According to Morningstar, the phenomenon of “lifestyle creep” leads to an expectation of a more enhanced style of living, which then leads inexorably to higher living expenses. Those added costs go unnoticed by most people throughout their working years.

The study also found that the desire to match increasing income from raises with a better lifestyle, that is, with more consumption, is common among those saving for retirement.

“The income rise quickly becomes part of your expenses, and you’re back to living, for many people, paycheck to paycheck,” says Steve Wendel, co-author of the report. “While the expenses leave a lasting trail, the happiness from those changes in your lifestyle often don’t. They become part of the furniture of your life, and you just don’t notice them after a while anymore.”

The report, “More Money, More Problems: How to Keep a Bigger Paycheck From Spoiling Retirement,” urges workers to get in the habit of saving a larger portion of their additional income from raises to help mitigate the negative impact of “lifestyle creep” on retirement.

This is easier said than done. Most workers over time accept additional expenses from their elevated lifestyle and maintain the same percentage rate of savings prior to the raise.

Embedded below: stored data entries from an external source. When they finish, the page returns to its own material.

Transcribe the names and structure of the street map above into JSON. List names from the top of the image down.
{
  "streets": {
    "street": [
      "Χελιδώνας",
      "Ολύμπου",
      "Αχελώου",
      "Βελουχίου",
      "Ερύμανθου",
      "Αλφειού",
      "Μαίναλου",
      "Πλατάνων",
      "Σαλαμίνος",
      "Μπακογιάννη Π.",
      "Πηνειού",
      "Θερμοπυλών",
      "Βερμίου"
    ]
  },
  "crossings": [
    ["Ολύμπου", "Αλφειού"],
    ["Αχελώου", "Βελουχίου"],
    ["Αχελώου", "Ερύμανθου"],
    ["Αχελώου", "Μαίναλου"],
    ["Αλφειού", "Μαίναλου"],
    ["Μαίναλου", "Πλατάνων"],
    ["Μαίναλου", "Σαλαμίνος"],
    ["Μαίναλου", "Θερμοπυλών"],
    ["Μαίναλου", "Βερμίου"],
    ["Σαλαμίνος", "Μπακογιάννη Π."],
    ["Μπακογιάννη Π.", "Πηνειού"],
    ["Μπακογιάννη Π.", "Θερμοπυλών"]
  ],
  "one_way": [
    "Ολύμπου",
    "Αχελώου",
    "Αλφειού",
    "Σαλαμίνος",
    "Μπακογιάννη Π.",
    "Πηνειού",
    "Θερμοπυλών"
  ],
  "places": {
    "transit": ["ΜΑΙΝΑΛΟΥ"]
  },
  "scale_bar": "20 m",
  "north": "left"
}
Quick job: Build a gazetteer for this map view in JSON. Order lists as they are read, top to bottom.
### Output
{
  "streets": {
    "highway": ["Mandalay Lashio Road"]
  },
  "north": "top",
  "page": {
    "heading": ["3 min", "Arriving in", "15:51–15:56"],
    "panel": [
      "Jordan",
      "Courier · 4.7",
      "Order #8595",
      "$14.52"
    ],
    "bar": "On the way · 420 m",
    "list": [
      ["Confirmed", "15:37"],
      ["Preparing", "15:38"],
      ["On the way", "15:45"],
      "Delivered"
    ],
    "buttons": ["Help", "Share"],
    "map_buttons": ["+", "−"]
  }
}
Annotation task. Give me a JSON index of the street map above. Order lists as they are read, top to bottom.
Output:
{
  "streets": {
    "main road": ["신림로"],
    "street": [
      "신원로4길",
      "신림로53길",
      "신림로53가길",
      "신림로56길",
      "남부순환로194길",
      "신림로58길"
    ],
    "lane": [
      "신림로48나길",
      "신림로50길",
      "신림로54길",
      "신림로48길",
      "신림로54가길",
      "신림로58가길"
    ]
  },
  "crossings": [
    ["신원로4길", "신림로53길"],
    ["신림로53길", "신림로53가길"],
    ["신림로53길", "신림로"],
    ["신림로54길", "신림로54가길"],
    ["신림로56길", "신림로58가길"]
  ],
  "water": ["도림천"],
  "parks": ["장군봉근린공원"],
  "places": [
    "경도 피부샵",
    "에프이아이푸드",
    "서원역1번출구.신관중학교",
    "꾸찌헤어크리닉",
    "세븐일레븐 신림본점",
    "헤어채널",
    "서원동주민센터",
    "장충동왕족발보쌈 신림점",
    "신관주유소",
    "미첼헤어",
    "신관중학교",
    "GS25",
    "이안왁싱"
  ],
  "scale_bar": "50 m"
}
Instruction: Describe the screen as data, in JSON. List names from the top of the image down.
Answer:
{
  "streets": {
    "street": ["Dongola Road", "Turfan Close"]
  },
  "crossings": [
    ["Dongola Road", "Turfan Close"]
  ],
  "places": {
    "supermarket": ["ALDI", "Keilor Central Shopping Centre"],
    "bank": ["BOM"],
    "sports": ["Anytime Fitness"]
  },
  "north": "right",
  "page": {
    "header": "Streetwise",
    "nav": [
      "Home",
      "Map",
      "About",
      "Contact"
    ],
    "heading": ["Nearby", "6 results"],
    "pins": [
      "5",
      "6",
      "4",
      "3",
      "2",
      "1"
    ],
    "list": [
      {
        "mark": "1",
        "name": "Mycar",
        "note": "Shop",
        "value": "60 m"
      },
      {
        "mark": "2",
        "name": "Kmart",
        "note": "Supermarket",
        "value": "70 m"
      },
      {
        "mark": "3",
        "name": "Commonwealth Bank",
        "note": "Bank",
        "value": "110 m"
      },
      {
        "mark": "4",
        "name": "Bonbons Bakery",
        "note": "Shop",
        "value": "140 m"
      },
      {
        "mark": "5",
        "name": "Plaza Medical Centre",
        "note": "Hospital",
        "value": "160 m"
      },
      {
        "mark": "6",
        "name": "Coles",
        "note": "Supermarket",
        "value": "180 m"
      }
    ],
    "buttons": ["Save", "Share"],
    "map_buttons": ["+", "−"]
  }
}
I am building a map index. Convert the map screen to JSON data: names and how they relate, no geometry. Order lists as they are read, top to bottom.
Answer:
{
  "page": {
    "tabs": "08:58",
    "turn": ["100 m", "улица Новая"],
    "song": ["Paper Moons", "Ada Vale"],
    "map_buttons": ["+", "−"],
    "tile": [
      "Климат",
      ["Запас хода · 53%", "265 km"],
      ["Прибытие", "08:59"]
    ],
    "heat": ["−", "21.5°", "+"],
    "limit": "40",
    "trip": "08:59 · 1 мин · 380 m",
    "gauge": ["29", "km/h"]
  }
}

The difficulty presented by lifestyle creep is that individuals may maintain a constant savings rate, prior to and after the raise, but that still will be insufficient to fund for their elevated lifestyle in retirement.

The report notes: “Savings rates … generally need to increase in both relative and absolute terms to account for new retirement needs once a person’s lifestyle adjusts to the additional income, but many people don’t do that.”

The study used data from the Survey of Consumer Finance to determine how much of a 5% raise would need to be saved to match pre- and post-raise retirement standards. The purpose of the model was to determine the additional cumulative amount that needed to be saved to fund the new, more expensive, retirement lifestyles.

The findings suggest that older workers should save more to keep up with their escalating standards of living, regardless of how much they have saved already. One aspect of this analysis is self-evident, as it is a question of simple arithmetic.

The older an individual is the less time he has to play catch up in terms of achieving the necessary rate of savings required to fund an enhanced retirement lifestyle. Additionally, the shorter years to retirement diminishes the compounding period, or number of years to post annual returns or growth in an individual’s investment portfolio

The graph below illustrates the results of the study between three test groups: those who are well funded, average funded and well-funded. The graph shows the percentage of an individual’s raise that needs to be saved to match the heightened standard of living the raise brings, with the expected standard of living in retirement.

Achieving your savings goals

The study presents three guidelines to help savers determine how much of a raise should be saved to insure they secure their goal of maintaining in retirement the standard of living to which they have been accustomed.

  • Spend twice the number of years to retirement. If you are going to retire in 10 years, you should spend 20% of your raise and save the remaining 80% for retirement.
  • Save your current age, as a percent of the raise received: If you’re 50, you should save 50% of the raise.
  • Save at a minimum, 33% of your raise: If your take-home pay increased by $1,000, you should save $333 of that new income for retirement.

The effectiveness of each of the three rules is depicted in the graph below.


As the chart shows, rule number one “spend twice your years to retirement” had the highest success rate across all age groups. The “save your current age rule” is effective until age 45, then it drops significantly thereafter.

Rule three, “save 33% of your raise” begins to decline in effectiveness at approximately age 35.